Of course as a confirmed bachelor and thorough cynic about romantic entanglements, Arthur Conan Doyle’s brilliant sleuth might seem an odd source for wisdom concerning matters of the heart. After all, for Holmes famously only expressed interest in one woman, Irene Adler from “A Scandal in Bohemia,” though Holmes seems to have been more impressed with her intellect and her resourcefulness than the bounce in her step or the sparkle of her eyes. The role of Adler is played with considerable pluck by Rachel McAdams in the recent Guy Ritchie adaptations of Holmes. McAdams’s knockout looks are tough to ignore, but maybe the master detective’s preternaturally focused attention on matters of more significance might offer hope for us mere mortals. Benedict Cumberbatch’s BBC Holmes is equally non-plussed by the equally attractive Adler, played Lara Pulver, most intrigued by her conniving ways than her obvious sex appeal that might distract the rest of us.
To this end, Maria Konnikova’s engaging new book, Mastermind: How to Think Like Sherlock Holmes, uses the fictional sleuth as a model to explain how we can all learn to be more mindful and effective in our everyday lives. Rather than cruising through life with in Watson mode, we can practice thinking more like Holmes by staying motivated and actively engaged. Using Holmes’s metaphor of the “brain attic” from A Study in Scarlet, Konnikova’s smartly entertaining overview of contemporary neuroscience describes how we all tend to develop sloppy thinking and lazy mental habits.
Throughout the book, Konnikova continues to draw on examples from the Holmes canon to explain complex mental functions. She elaborates that our misguided attempts at cognitive efficiency explain why we can drive straight home on autopilot without doing the errands we’ve been trying to remember to do all day. Extrapolating into the romantic realm, I’d say these same “efficiencies” can cause us to ignore potential partners, overlook kind gestures and sweet offerings, fail to notice those marvelous traits that attracted us to our lovers in the first place, and make us forget to stoke the home fires when the embers might be fading.
But there’s still hope. Konnikova suggests that over time we can retrain our brains to adopt better habits. She provides interesting self-tests and gives exercises for self-improvement. Overall she says the four keys, as frequently demonstrated by Holmes, are to be selective about where we place our attention; to be objective in what we observe; to be inclusive rather than passing over details we assume to be insignificant; and to remain actively engaged with life on a minute by minute basis. Yes, it takes work, but modern neuroscience shows that we can continue to develop our minds far into advanced age.
Even once you’ve retrained your brain, remember to stay vigilant and avoid becoming complacent and overconfident.

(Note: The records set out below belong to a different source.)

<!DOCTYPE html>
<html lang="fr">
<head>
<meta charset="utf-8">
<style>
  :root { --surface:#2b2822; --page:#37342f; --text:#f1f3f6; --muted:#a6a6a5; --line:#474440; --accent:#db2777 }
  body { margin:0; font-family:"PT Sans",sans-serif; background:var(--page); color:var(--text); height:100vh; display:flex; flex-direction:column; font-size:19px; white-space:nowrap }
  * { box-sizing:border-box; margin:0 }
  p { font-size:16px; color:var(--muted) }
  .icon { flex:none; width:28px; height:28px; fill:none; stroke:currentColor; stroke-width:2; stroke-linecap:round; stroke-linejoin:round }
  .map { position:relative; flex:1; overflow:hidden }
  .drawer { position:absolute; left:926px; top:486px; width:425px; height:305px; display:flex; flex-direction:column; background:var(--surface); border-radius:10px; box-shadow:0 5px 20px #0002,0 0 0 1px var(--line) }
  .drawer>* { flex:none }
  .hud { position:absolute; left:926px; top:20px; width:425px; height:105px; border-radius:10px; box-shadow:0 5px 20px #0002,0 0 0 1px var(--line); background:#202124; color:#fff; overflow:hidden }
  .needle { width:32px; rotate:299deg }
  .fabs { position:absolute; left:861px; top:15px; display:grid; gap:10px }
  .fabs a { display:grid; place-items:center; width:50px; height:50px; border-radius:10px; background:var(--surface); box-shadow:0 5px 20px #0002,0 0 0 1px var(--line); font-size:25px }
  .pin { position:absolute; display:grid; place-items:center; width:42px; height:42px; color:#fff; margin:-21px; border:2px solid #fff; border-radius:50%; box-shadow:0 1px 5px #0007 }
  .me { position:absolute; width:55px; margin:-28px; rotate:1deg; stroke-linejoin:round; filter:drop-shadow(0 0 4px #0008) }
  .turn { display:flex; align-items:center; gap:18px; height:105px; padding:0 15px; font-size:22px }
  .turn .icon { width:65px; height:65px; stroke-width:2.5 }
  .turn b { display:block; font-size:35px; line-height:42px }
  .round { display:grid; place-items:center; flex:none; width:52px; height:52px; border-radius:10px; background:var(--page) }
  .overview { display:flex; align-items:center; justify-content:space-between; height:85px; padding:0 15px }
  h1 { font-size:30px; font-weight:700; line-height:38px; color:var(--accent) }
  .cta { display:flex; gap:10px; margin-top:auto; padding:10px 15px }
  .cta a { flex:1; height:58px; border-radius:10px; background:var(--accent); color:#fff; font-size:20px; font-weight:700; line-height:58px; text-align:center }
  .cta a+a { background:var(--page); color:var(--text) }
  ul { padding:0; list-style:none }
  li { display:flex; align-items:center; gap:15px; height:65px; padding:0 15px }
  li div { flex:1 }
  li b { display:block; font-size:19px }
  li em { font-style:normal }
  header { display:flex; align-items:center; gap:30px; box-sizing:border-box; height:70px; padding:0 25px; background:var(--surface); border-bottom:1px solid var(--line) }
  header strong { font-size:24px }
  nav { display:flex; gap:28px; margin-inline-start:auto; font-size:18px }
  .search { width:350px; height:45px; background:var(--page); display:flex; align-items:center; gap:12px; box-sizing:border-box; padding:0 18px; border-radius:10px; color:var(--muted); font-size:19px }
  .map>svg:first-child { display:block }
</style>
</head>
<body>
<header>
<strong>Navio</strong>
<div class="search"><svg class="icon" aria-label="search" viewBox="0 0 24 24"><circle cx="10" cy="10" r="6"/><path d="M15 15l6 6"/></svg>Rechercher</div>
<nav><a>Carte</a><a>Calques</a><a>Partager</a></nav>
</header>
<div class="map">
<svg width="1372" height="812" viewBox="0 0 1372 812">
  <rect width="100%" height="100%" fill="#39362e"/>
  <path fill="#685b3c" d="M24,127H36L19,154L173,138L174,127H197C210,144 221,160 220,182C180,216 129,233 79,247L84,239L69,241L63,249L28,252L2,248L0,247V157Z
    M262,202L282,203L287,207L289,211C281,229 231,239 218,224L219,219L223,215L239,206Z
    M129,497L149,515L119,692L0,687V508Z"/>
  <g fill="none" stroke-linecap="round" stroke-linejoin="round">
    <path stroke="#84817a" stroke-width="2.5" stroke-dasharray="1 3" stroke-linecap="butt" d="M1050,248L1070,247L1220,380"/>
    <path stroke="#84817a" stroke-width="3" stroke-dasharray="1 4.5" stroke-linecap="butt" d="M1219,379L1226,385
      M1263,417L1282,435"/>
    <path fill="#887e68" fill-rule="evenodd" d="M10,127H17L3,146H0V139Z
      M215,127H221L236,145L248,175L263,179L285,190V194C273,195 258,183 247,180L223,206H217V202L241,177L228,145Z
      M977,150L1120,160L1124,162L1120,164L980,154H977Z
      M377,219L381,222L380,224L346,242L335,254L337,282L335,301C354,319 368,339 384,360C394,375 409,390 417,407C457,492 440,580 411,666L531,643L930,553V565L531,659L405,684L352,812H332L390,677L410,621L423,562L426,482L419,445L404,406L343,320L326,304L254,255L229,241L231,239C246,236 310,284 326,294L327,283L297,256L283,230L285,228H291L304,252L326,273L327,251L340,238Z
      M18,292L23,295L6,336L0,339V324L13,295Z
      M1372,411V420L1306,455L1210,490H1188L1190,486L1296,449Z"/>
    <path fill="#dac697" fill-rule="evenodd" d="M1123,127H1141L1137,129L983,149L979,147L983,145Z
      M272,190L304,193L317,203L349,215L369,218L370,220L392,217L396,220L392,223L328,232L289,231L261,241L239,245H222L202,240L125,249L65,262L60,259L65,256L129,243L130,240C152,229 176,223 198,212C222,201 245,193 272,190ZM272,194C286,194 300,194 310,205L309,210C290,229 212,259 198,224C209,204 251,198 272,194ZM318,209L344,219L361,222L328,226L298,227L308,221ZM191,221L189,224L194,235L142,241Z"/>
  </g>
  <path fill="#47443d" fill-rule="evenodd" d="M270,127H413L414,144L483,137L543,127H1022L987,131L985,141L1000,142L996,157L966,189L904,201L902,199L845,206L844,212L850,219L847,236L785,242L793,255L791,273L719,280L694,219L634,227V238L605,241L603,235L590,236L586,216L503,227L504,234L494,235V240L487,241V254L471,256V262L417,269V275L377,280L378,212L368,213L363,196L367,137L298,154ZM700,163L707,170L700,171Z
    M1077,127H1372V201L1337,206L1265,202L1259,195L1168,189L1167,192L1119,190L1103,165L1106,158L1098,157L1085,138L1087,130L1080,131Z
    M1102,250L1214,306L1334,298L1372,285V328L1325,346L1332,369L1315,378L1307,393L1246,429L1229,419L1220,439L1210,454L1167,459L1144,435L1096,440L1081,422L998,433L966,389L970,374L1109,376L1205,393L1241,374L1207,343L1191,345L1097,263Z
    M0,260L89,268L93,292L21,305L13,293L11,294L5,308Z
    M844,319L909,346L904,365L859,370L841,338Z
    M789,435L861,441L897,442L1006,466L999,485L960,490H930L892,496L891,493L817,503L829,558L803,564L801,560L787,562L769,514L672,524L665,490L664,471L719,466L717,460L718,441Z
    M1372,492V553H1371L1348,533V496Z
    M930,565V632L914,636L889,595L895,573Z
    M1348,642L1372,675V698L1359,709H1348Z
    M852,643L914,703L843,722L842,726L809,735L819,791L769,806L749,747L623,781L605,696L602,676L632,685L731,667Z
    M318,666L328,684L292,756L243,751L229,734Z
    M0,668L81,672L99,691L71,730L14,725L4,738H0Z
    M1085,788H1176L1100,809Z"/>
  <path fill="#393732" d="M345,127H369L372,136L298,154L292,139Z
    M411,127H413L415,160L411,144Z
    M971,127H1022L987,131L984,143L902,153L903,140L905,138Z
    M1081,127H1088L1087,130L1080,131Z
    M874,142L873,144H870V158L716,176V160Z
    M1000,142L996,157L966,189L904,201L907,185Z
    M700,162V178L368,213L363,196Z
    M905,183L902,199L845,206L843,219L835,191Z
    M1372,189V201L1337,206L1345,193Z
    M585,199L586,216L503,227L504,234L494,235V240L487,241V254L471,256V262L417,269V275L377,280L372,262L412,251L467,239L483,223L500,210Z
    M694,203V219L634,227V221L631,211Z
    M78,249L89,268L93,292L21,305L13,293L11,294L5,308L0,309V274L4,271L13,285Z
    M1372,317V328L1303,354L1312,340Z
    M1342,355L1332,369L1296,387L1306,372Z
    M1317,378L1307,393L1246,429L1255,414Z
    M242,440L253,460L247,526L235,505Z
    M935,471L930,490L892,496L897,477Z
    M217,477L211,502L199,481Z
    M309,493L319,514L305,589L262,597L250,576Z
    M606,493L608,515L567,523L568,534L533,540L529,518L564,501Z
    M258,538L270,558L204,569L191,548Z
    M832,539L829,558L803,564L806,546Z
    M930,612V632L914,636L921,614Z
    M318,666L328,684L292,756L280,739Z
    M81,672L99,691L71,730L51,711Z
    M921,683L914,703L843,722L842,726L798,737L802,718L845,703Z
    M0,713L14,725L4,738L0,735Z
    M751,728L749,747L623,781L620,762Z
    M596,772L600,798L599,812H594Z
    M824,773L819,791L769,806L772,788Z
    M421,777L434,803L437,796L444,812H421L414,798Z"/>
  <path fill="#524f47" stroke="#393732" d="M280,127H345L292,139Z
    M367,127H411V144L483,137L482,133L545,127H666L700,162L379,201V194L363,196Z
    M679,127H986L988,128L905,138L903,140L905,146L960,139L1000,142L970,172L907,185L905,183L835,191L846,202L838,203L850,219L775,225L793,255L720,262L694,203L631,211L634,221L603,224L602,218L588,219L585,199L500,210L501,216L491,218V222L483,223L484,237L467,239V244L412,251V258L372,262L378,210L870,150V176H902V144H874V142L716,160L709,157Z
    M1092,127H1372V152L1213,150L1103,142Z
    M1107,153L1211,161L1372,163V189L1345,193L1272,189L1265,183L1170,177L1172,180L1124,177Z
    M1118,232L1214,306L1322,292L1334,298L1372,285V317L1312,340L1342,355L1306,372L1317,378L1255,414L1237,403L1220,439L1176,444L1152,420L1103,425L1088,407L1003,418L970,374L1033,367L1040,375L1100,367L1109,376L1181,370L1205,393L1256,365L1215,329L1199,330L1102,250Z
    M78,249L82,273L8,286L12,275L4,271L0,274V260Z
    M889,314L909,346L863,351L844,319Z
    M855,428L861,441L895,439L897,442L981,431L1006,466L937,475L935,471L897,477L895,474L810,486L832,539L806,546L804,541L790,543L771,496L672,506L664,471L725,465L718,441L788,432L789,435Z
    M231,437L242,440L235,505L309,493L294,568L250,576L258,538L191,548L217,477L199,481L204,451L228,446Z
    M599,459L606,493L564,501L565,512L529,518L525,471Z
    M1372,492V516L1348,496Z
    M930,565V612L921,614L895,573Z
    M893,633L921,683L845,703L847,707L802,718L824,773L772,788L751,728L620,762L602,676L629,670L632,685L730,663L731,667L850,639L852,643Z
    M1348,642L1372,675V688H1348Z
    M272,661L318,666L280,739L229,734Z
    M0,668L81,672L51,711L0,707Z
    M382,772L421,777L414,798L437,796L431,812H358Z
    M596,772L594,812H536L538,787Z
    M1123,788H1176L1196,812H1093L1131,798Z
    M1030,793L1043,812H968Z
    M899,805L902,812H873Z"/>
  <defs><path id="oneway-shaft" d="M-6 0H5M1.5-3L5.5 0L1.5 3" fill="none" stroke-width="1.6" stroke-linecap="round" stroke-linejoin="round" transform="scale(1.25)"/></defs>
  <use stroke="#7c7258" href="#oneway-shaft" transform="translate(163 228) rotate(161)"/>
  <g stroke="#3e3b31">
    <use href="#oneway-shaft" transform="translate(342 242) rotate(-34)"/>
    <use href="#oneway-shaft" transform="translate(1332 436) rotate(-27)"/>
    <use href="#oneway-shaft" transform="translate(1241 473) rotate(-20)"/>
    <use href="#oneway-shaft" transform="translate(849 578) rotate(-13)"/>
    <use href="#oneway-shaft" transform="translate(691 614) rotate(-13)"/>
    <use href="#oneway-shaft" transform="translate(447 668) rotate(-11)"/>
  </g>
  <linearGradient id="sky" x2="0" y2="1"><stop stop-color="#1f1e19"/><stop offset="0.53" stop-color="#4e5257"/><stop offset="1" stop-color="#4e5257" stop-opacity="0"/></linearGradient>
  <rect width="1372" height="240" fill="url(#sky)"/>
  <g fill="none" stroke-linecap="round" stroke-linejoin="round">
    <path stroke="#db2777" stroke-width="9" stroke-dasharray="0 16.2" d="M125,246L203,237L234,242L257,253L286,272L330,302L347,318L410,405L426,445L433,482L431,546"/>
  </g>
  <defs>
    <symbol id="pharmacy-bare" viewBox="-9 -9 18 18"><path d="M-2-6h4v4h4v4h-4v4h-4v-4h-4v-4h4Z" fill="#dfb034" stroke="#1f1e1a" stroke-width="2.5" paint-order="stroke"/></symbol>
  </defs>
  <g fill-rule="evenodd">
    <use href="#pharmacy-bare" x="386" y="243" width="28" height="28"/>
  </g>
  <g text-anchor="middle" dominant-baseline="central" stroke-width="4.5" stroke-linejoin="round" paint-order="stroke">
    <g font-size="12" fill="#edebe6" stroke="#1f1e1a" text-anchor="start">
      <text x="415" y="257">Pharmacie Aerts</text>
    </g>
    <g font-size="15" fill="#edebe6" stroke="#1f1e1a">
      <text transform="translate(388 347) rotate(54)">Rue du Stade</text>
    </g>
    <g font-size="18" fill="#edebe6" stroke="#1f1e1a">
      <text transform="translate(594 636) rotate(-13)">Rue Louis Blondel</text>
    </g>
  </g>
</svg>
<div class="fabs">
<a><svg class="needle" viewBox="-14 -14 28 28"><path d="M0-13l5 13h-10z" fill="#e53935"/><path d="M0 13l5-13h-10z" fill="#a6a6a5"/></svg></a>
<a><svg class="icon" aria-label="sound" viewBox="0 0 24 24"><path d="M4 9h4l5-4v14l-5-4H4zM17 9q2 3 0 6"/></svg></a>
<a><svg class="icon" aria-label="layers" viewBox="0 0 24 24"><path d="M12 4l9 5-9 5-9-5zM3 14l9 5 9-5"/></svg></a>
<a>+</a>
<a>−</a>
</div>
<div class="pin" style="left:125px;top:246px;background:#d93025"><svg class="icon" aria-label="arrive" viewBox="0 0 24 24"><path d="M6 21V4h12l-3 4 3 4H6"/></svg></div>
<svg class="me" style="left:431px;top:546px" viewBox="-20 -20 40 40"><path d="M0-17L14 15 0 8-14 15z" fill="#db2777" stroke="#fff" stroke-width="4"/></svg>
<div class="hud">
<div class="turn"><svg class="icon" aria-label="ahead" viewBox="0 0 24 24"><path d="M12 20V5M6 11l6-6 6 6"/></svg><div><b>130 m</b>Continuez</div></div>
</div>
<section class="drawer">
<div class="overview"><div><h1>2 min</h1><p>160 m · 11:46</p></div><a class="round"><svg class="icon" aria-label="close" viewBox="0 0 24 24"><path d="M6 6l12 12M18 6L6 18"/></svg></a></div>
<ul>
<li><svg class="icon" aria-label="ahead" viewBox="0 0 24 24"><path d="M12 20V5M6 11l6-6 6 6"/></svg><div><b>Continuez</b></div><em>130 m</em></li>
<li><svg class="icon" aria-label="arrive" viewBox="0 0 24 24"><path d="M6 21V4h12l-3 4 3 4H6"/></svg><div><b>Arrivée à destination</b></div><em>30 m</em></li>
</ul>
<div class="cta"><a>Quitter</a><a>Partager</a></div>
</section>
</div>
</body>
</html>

As Konnikova so aptly puts it, “It happens to the best of us. In fact it happens more to the best of us…[o]verconfidence replaces dynamic, active investigation with passive assumptions about our ability or the seeming familiarity of our situation.” The solution is to never stop learning, never stop questioning. But if we can do this, if we can learn to unlock the capabilities of our own attentive mind, then every day becomes an exciting, romantic adventure.
And how sexy is that? Everybody wants an attentive lover.